# Problem description
All of the data that follows should be output again without any alteration.

# Task material
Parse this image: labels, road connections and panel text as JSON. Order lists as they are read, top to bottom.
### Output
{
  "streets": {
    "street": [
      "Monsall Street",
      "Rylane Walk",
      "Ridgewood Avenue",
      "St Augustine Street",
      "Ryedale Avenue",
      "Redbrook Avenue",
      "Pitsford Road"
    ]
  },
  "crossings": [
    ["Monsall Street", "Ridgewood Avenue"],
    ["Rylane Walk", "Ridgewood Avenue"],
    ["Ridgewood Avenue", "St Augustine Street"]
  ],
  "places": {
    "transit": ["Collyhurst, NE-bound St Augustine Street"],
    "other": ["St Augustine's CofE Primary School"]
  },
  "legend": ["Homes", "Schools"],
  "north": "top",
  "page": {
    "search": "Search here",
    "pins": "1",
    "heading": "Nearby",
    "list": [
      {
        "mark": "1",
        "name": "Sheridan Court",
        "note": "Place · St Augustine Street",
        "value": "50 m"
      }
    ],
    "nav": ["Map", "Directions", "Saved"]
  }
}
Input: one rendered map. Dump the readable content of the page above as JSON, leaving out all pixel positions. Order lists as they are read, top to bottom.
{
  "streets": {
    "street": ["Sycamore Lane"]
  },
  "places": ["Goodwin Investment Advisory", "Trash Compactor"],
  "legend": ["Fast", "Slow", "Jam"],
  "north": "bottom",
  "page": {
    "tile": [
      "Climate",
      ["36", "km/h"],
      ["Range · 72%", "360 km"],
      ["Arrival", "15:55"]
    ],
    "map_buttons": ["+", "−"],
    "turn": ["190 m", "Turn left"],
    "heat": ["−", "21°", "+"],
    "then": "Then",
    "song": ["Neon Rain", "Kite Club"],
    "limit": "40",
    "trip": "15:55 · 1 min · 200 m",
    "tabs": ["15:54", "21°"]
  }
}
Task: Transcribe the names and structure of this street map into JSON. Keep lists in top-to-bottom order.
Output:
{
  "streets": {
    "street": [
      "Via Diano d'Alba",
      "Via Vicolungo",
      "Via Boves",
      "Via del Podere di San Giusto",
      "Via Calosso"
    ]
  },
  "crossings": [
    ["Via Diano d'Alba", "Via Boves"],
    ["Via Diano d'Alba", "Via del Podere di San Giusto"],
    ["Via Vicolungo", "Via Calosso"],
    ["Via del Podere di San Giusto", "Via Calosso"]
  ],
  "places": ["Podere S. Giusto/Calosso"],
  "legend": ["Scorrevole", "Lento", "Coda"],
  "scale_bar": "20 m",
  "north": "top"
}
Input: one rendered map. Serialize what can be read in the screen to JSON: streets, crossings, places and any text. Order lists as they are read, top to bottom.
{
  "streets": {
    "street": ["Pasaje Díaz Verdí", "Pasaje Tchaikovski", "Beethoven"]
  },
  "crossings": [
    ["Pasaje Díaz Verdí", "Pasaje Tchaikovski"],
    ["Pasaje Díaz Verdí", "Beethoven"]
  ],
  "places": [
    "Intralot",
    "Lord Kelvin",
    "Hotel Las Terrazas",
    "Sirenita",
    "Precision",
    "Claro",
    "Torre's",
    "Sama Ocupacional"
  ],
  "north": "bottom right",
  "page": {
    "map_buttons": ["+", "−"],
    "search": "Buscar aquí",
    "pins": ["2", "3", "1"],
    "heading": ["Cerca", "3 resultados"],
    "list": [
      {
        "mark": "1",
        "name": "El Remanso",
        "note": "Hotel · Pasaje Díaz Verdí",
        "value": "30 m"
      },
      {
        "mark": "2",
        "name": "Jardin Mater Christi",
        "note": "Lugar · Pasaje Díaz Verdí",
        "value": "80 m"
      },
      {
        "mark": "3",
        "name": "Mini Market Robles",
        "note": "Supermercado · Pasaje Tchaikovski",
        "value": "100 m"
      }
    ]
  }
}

# Finished task
Parse this image: labels, road connections and panel text as JSON. Order lists as they are read, top to bottom.
### Output
{
  "streets": {
    "street": [
      "Monsall Street",
      "Rylane Walk",
      "Ridgewood Avenue",
      "St Augustine Street",
      "Ryedale Avenue",
      "Redbrook Avenue",
      "Pitsford Road"
    ]
  },
  "crossings": [
    ["Monsall Street", "Ridgewood Avenue"],
    ["Rylane Walk", "Ridgewood Avenue"],
    ["Ridgewood Avenue", "St Augustine Street"]
  ],
  "places": {
    "transit": ["Collyhurst, NE-bound St Augustine Street"],
    "other": ["St Augustine's CofE Primary School"]
  },
  "legend": ["Homes", "Schools"],
  "north": "top",
  "page": {
    "search": "Search here",
    "pins": "1",
    "heading": "Nearby",
    "list": [
      {
        "mark": "1",
        "name": "Sheridan Court",
        "note": "Place · St Augustine Street",
        "value": "50 m"
      }
    ],
    "nav": ["Map", "Directions", "Saved"]
  }
}
Input: one rendered map. Dump the readable content of the page above as JSON, leaving out all pixel positions. Order lists as they are read, top to bottom.
{
  "streets": {
    "street": ["Sycamore Lane"]
  },
  "places": ["Goodwin Investment Advisory", "Trash Compactor"],
  "legend": ["Fast", "Slow", "Jam"],
  "north": "bottom",
  "page": {
    "tile": [
      "Climate",
      ["36", "km/h"],
      ["Range · 72%", "360 km"],
      ["Arrival", "15:55"]
    ],
    "map_buttons": ["+", "−"],
    "turn": ["190 m", "Turn left"],
    "heat": ["−", "21°", "+"],
    "then": "Then",
    "song": ["Neon Rain", "Kite Club"],
    "limit": "40",
    "trip": "15:55 · 1 min · 200 m",
    "tabs": ["15:54", "21°"]
  }
}
Task: Transcribe the names and structure of this street map into JSON. Keep lists in top-to-bottom order.
Output:
{
  "streets": {
    "street": [
      "Via Diano d'Alba",
      "Via Vicolungo",
      "Via Boves",
      "Via del Podere di San Giusto",
      "Via Calosso"
    ]
  },
  "crossings": [
    ["Via Diano d'Alba", "Via Boves"],
    ["Via Diano d'Alba", "Via del Podere di San Giusto"],
    ["Via Vicolungo", "Via Calosso"],
    ["Via del Podere di San Giusto", "Via Calosso"]
  ],
  "places": ["Podere S. Giusto/Calosso"],
  "legend": ["Scorrevole", "Lento", "Coda"],
  "scale_bar": "20 m",
  "north": "top"
}
Input: one rendered map. Serialize what can be read in the screen to JSON: streets, crossings, places and any text. Order lists as they are read, top to bottom.
{
  "streets": {
    "street": ["Pasaje Díaz Verdí", "Pasaje Tchaikovski", "Beethoven"]
  },
  "crossings": [
    ["Pasaje Díaz Verdí", "Pasaje Tchaikovski"],
    ["Pasaje Díaz Verdí", "Beethoven"]
  ],
  "places": [
    "Intralot",
    "Lord Kelvin",
    "Hotel Las Terrazas",
    "Sirenita",
    "Precision",
    "Claro",
    "Torre's",
    "Sama Ocupacional"
  ],
  "north": "bottom right",
  "page": {
    "map_buttons": ["+", "−"],
    "search": "Buscar aquí",
    "pins": ["2", "3", "1"],
    "heading": ["Cerca", "3 resultados"],
    "list": [
      {
        "mark": "1",
        "name": "El Remanso",
        "note": "Hotel · Pasaje Díaz Verdí",
        "value": "30 m"
      },
      {
        "mark": "2",
        "name": "Jardin Mater Christi",
        "note": "Lugar · Pasaje Díaz Verdí",
        "value": "80 m"
      },
      {
        "mark": "3",
        "name": "Mini Market Robles",
        "note": "Supermercado · Pasaje Tchaikovski",
        "value": "100 m"
      }
    ]
  }
}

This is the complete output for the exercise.